Sin embargo, esta forma de fabulación tiene los días contados. Los territorios inexplorados se terminan, hacia 1911, con la conquista del Polo Sur, ya no queda ningún lugar sin hollar por el ser humano. La búsqueda de utopías ya sólo puede acontecer en dos direcciones: el tiempo futuro, o bien en otras tierras. El cambio de escenario de la literatura de viajes utópicos acompaña al cambio de escenario en la literatura de aventuras. Ambos géneros, utópico y aventurero, integran parte de su producción (sólo parte, me gustaría aclarar este punto) en el género fantástico, y más concretamente en la ciencia-ficción.
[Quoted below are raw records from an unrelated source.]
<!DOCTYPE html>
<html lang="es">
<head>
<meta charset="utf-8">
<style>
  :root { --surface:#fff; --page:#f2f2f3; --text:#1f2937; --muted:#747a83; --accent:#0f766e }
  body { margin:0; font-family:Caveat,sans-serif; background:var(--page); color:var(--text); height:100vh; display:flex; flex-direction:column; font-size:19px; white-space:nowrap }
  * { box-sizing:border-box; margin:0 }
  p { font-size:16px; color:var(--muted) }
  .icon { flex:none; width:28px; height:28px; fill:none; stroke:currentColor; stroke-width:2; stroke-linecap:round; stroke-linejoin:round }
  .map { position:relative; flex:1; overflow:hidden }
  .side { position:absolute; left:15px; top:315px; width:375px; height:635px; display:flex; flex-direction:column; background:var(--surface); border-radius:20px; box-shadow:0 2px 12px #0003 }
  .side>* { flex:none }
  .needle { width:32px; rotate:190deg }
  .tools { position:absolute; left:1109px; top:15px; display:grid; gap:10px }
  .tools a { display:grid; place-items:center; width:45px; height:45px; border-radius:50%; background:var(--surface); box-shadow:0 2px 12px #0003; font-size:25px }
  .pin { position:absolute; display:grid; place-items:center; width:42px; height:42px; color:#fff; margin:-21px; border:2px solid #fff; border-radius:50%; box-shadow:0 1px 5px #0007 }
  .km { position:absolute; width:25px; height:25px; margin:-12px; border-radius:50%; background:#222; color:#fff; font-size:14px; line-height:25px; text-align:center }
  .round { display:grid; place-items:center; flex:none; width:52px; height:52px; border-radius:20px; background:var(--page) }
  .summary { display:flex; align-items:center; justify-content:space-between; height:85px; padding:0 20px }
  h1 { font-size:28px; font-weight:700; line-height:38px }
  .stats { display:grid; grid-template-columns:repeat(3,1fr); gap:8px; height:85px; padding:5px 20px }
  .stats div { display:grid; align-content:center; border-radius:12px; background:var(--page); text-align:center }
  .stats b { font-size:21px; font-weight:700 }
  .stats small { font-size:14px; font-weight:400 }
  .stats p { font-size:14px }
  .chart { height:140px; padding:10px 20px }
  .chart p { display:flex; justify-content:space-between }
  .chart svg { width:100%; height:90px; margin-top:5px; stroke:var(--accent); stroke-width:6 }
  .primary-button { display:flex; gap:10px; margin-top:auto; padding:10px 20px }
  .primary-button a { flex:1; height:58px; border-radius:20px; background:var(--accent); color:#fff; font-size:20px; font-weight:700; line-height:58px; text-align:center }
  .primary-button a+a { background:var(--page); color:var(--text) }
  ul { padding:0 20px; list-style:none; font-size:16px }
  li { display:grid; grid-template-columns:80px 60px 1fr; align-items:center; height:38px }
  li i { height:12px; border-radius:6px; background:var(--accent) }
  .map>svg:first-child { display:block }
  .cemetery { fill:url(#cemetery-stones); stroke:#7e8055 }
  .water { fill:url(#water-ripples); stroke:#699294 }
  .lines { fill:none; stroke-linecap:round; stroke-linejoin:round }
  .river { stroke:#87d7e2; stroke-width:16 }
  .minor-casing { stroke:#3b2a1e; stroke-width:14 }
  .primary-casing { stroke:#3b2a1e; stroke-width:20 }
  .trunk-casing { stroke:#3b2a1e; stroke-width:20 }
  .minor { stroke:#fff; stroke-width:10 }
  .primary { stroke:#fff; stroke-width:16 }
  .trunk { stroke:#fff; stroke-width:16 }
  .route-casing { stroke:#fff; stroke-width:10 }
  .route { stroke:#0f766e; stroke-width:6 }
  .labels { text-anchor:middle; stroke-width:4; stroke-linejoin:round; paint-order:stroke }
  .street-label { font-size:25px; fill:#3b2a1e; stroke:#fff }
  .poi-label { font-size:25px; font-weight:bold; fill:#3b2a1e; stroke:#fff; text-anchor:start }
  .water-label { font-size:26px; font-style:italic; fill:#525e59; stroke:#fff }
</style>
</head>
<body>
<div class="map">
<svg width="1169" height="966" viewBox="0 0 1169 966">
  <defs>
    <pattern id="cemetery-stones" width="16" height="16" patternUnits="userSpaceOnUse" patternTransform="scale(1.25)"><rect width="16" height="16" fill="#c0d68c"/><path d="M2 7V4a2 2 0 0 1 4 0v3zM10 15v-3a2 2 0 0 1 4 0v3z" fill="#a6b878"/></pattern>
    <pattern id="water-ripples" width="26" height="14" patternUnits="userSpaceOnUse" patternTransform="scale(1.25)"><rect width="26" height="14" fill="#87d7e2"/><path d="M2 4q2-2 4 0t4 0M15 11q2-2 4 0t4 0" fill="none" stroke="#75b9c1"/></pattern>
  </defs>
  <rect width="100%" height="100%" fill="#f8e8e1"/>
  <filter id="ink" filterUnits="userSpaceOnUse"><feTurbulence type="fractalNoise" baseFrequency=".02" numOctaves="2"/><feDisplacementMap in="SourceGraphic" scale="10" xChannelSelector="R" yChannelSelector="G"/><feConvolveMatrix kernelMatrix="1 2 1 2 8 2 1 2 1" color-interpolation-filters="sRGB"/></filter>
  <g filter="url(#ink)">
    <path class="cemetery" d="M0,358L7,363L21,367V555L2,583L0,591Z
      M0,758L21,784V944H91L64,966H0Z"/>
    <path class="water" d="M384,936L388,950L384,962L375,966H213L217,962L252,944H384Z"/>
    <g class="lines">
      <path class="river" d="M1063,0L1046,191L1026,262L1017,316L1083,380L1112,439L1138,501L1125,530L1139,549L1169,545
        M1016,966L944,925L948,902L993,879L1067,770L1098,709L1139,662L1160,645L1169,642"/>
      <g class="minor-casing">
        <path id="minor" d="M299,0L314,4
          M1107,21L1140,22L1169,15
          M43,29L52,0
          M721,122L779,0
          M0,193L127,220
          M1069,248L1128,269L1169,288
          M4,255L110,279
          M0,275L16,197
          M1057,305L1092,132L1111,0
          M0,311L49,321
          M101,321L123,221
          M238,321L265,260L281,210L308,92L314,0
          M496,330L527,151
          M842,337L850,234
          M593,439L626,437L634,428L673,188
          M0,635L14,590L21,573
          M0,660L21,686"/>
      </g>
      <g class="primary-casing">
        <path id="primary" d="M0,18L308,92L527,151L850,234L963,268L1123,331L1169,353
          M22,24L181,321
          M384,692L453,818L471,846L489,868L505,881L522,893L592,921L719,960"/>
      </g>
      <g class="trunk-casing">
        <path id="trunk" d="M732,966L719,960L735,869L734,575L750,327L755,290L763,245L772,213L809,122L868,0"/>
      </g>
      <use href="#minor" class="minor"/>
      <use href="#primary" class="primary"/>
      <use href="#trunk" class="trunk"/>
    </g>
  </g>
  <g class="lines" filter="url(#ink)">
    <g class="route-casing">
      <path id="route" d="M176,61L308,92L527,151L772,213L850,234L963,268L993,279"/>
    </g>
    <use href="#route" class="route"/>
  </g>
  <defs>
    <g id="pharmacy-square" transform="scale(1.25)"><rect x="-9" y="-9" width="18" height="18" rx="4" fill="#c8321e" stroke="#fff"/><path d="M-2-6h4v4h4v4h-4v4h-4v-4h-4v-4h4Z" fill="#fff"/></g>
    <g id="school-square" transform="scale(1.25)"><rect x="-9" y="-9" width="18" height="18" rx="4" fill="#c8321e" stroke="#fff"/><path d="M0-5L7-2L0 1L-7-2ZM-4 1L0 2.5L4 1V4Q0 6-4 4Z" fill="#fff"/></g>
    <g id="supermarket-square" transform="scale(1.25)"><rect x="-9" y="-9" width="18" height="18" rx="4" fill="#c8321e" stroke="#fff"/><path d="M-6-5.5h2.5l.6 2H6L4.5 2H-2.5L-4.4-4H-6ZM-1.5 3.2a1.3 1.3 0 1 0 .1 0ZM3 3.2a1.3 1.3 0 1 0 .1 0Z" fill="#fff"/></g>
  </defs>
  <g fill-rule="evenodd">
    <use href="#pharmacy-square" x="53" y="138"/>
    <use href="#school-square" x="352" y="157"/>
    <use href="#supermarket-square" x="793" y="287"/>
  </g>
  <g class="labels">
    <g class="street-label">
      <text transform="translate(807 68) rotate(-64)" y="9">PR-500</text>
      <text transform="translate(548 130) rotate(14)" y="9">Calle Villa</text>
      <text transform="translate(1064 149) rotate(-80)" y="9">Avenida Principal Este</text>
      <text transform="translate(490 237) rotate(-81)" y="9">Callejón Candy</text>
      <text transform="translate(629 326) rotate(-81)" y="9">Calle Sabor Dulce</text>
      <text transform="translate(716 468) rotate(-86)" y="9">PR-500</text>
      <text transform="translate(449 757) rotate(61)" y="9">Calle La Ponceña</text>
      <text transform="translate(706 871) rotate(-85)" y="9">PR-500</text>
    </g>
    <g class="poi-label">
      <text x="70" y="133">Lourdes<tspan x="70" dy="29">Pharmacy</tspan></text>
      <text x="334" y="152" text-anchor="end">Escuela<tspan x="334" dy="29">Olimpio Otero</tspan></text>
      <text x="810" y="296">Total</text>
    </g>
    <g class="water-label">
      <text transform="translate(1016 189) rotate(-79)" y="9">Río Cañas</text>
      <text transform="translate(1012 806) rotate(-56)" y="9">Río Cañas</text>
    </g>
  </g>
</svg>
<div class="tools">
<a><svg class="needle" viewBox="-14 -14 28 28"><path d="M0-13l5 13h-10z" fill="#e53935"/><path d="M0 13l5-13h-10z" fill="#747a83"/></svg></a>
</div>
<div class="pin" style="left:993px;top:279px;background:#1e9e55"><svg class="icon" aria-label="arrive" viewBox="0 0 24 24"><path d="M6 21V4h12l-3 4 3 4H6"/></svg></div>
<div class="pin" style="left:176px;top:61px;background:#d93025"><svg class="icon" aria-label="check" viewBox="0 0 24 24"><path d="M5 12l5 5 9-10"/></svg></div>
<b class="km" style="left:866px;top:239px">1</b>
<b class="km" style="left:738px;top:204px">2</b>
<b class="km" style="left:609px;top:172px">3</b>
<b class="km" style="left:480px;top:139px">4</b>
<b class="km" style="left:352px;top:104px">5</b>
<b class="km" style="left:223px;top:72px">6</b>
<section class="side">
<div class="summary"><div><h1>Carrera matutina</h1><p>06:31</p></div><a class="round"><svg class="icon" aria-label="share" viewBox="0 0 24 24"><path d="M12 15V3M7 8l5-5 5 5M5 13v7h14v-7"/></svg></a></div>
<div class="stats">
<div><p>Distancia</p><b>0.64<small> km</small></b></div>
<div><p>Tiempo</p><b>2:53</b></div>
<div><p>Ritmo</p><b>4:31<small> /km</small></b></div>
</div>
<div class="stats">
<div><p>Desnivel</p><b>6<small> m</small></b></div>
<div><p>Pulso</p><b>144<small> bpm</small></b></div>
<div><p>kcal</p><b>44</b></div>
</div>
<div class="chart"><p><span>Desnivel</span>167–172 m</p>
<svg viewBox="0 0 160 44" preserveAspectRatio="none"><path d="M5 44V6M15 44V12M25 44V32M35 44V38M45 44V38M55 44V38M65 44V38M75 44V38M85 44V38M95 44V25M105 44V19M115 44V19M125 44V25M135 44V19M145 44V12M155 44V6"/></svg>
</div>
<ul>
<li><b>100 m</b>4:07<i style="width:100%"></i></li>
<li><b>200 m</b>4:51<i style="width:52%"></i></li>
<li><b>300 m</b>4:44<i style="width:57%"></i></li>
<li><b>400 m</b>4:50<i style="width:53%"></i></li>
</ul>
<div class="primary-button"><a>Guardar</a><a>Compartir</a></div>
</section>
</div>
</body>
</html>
No obstante, estamos hablando de una clase de literatura cada vez más escapista. Con las excepciones de H.G. Wells y Jack London, empeñados en buscar los aspectos menos optimistas del futuro mundo feliz, la utopía se muestra benévola con el devenir de la humanidad. Dos hechos cambian la percepción de las cosas. La I Guerra Mundial (1914-1918) demuestra que es posible una castástrofe global, con ella viene a ponerse fin a un equilibrio continental que se había mantenido casi intacto durante cerca de medio siglo. La Revolución soviética de 1917 demuestra que la utopía es posible, no sólo a una escala reducida, como pretendieron los socialistas utópicos con sus pequeñas comunidades, sino nada menos que en el país más extenso del orbe. El optimismo desaforado de los años veinte, los felices años veinte, es sólo una verdad a medias. Durante los años de entreguerras se producen tres obras fundamentales en la llamada literatura distópica, tres obras que a su manera influyen en el 1984 de George Orwell y que constituyen advertencias muy serias, aún no igualadas desde los punto de vista literario y admonitorio, de cuán terrible podrá llegar a ser el futuro si el poder recae en unas manos dispuestas a partes iguales a coartar los derechos del individuo y a manipular su percepción de la realidad hasta el punto de que, aun padeciendo una horrible represión, se crean en posesión del mayor grado de libertad nunca visto. Estas obras son Nosotros de Yevgueni Zamiatin (1921), Un mundo feliz de Aldous Huxley (1932) y La guerra de las salamandras de Karel Capek (1936).